A oficialização foi divulgada no Diário Oficial do Estado (DOE) desta terça-feira (17), e em janeiro deste ano a SES iniciou a distribuição em todo o Estado. E em 2 de fevereiro foram aplicadas as duas primeiras doses na maternidade Cândido Mariano, em Campo Grande.

O imunizante nirsevimabe, destinado para os bebês prematuros e recém-nascidos é um anticorpo monoclonal que previne infecções graves respiratórias, como a bronquiolite e a pneumonia.

A nova resolução padroniza o atendimento e determina a aplicação do imunizante na maternidade, antes de o recém-nascido ter alta. Além de organizar o acesso a aplicação em nível estadual, com inclusão de maternidades, postos de saúde e centros especializados em Mato Grosso do Sul.

Aplicação

A aplicação deve ocorrer na maternidade ou durante a internação neonatal, seguindo grupos, critérios clínicos e recomendações de bula.

Estão aptos a receber a aplicação do nirsevimabe crianças nascidas com idade gestacional inferior a 37 semanas (prematuros); e crianças com até 24 meses de idade que apresentem pelo menos uma das seguintes condições:

  • Doença cardíaca congênita hemodinamicamente significativa;
  • Doença pulmonar crônica da prematuridade;
  • Imunocomprometimento grave;
  • Fibrose cística;
  • Doenças neuromusculares graves;
  • Anomalias congênitas das vias aéreas e doenças pulmonares graves;
  • Síndrome de Down.

Para prematuros a aplicação deve acontecer preferencialmente na maternidade, no Centro Intermediário de Imunobiológico Especial (CIIE), antes da alta.

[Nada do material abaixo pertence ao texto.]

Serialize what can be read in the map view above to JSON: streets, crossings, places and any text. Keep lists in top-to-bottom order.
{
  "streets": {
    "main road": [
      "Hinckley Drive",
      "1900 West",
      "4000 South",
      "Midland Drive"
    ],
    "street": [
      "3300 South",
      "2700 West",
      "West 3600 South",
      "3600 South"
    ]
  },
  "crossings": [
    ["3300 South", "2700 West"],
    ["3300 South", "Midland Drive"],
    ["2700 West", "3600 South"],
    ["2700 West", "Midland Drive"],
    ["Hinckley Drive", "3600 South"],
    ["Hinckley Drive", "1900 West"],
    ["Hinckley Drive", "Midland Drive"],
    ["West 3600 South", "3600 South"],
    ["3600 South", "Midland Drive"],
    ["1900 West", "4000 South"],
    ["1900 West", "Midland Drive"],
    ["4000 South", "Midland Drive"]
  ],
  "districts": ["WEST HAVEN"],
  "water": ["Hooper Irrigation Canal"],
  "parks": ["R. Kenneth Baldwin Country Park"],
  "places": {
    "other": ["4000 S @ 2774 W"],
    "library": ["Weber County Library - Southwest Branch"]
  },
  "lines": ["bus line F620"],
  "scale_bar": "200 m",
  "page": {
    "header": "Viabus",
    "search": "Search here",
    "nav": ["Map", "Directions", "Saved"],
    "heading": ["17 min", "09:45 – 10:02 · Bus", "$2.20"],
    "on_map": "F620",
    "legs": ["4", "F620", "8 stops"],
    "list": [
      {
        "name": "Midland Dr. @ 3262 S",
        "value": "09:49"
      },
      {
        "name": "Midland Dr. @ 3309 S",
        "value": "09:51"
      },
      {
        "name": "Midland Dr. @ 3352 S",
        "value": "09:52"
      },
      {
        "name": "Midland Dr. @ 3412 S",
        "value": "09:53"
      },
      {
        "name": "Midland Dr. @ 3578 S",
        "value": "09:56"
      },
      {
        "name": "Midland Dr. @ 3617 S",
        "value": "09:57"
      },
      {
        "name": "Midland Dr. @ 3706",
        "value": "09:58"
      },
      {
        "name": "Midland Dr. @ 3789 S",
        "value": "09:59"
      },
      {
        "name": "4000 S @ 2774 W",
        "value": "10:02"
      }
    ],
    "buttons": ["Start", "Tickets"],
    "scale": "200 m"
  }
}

Para crianças com comorbidades até 2 anos ou prematuros elegíveis que não receberam o nirsevimabe, o acesso observará o fluxo da Rede de Imunobiológicos para Pessoas com Situações Especiais (RIE) do Mato Grosso do Sul.

Bronquiolite

Infecção viral aguda, causa inflamação nas pequenas vias aéreas dos pulmões, os bronquíolos, o que afeta principalmente crianças com menos de dois anos de idade. Entre os sintomas estão:

  • tosse;
  • chiado no peito,
  • febre
  • e dificuldade para respirar

Seu principal causador é o Vírus Sincicial Respiratório (VSR), responsável por cerca de 75% dos casos de bronquiolite. Tanto a aplicação do imunizante nirsevimabe, quanto a vacinação em gestantes servem para prevenir as doenças respiratórias graves em bebês.

*Saiba

A aplicação em prematuros não anula a necessidade da vacinação materna contra o Vírus Sincicial Respiratório (VSR) durante a gestação.